* _WHAT YOU ARE ASKED TO DO_: Return each line of the entries that holds the string "text".

* _DATASET RECORDS_:
------------------------------------------------------------------------
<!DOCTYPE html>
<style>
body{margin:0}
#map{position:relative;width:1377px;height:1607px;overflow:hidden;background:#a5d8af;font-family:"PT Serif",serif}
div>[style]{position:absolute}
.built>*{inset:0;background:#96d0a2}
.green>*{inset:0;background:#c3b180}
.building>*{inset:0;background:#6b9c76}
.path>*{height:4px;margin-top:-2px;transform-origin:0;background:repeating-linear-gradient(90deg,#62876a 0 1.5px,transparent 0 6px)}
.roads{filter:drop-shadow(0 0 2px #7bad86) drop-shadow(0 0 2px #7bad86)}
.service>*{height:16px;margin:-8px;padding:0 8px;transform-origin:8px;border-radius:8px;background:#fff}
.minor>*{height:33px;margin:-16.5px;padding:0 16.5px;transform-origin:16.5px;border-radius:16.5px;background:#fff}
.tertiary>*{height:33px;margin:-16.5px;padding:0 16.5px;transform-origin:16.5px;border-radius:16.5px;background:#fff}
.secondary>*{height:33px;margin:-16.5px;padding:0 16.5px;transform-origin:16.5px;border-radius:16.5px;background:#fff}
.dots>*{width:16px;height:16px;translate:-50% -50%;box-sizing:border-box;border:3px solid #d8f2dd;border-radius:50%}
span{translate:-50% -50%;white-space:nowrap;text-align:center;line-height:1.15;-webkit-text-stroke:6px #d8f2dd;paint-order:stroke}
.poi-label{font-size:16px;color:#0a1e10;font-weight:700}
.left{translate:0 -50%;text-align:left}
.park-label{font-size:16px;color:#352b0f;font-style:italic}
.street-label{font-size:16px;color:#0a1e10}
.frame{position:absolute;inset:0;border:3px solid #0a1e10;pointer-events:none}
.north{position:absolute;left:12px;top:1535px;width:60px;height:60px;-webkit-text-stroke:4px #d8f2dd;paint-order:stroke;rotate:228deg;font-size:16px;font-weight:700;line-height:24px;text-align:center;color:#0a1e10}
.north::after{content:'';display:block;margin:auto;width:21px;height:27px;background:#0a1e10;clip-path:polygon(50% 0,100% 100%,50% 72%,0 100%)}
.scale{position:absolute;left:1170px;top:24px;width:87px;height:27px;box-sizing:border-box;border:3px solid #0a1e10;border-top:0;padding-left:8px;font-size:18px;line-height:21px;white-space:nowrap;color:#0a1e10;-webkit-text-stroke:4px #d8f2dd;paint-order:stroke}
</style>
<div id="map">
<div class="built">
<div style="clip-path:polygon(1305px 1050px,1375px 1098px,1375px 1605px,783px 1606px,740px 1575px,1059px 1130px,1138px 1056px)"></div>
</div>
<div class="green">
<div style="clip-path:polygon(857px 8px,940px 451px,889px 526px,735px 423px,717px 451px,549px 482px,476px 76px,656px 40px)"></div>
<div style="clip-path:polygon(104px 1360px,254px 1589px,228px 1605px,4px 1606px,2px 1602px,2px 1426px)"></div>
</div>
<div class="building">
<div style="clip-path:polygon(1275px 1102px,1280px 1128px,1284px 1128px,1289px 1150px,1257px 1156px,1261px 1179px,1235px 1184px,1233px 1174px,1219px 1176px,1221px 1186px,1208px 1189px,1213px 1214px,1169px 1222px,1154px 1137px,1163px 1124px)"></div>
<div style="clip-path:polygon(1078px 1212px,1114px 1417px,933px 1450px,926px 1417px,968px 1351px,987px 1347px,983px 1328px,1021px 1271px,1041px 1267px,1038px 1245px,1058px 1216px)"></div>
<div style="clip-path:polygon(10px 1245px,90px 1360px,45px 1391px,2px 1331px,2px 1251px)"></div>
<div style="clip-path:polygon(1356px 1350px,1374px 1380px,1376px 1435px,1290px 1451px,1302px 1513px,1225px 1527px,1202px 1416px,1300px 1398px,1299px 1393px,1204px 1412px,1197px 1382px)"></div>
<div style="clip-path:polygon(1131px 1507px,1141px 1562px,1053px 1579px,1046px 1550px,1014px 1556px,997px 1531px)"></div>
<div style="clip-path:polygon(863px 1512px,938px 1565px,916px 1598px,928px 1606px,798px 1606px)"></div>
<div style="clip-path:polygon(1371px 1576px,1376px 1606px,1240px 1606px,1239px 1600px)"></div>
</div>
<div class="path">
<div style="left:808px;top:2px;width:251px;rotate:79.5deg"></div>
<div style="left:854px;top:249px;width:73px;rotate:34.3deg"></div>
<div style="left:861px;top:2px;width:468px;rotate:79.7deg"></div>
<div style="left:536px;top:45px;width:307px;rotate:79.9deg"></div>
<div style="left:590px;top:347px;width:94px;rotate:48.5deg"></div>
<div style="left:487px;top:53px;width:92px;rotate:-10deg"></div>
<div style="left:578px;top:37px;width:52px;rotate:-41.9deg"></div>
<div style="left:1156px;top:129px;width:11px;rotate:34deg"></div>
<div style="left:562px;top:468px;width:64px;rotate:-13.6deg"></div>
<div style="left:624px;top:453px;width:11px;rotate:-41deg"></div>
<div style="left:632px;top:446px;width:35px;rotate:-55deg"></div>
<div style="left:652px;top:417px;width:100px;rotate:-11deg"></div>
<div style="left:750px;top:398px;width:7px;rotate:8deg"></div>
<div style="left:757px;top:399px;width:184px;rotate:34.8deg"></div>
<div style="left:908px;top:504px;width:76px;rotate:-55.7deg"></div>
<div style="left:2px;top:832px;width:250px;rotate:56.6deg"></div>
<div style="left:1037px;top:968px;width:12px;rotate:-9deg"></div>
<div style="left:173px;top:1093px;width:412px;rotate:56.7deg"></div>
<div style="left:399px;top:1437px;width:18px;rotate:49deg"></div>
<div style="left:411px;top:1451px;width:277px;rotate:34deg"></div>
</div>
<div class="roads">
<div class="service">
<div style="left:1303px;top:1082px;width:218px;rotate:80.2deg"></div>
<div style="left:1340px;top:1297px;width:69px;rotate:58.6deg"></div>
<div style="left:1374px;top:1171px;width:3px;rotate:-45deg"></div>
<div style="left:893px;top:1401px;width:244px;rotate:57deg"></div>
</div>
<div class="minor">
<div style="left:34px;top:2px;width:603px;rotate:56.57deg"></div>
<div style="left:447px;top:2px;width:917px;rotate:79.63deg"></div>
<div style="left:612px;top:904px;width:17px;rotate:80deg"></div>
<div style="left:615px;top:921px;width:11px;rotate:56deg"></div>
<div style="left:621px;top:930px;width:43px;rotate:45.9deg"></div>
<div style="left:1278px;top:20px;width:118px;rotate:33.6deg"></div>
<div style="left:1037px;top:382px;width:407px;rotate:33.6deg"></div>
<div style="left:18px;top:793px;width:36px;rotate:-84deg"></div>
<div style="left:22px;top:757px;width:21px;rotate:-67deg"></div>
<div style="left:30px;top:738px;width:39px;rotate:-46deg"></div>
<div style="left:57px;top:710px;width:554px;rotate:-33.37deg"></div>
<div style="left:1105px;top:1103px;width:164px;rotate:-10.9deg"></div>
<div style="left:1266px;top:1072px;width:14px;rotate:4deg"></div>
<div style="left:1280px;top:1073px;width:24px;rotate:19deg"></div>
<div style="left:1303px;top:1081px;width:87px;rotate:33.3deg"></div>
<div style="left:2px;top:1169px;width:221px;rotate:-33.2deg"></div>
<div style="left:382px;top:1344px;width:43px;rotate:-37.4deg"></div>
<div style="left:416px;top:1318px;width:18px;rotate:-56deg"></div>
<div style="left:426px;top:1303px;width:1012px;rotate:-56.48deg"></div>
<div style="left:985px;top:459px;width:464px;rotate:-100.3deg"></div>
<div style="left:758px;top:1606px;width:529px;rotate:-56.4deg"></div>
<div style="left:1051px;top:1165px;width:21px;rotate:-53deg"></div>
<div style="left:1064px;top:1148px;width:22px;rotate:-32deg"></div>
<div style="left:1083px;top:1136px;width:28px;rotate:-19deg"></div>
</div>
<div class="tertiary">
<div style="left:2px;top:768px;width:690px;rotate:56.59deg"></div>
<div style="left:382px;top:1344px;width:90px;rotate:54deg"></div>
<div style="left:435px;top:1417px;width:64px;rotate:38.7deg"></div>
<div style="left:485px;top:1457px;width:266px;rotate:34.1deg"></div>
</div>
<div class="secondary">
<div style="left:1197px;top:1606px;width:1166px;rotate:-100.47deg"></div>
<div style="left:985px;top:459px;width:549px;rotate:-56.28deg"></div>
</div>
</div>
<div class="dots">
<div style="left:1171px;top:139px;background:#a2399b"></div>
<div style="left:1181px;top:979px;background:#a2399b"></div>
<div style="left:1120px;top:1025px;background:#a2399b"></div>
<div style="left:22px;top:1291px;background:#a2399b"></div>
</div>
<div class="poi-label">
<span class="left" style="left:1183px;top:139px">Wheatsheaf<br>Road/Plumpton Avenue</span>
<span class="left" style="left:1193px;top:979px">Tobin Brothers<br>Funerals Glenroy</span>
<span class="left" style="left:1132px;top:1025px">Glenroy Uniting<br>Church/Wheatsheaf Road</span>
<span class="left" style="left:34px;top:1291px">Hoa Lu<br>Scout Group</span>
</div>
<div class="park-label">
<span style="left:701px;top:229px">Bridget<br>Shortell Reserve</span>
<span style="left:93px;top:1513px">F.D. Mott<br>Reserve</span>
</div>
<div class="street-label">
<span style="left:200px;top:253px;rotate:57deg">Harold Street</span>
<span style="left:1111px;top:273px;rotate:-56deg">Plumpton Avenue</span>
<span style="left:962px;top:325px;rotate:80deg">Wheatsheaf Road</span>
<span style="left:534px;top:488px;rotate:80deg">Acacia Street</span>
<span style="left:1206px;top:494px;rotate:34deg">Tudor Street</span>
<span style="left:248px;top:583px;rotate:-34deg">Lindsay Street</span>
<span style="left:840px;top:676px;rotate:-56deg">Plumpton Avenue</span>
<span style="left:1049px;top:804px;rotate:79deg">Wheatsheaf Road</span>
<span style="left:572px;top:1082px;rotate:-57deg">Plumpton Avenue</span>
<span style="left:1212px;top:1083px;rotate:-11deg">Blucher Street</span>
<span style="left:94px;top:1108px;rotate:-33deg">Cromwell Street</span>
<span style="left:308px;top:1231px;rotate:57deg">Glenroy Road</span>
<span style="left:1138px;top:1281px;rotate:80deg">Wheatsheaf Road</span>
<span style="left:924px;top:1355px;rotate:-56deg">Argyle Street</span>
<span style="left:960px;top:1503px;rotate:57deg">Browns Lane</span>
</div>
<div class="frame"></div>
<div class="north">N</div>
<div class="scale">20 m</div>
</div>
------------------------------------------------------------------------
* _SOLUTION FOR THIS TASK_:
span{translate:-50% -50%;white-space:nowrap;text-align:center;line-height:1.15;-webkit-text-stroke:6px #d8f2dd;paint-order:stroke}
.left{translate:0 -50%;text-align:left}
.north{position:absolute;left:12px;top:1535px;width:60px;height:60px;-webkit-text-stroke:4px #d8f2dd;paint-order:stroke;rotate:228deg;font-size:16px;font-weight:700;line-height:24px;text-align:center;color:#0a1e10}
.scale{position:absolute;left:1170px;top:24px;width:87px;height:27px;box-sizing:border-box;border:3px solid #0a1e10;border-top:0;padding-left:8px;font-size:18px;line-height:21px;white-space:nowrap;color:#0a1e10;-webkit-text-stroke:4px #d8f2dd;paint-order:stroke}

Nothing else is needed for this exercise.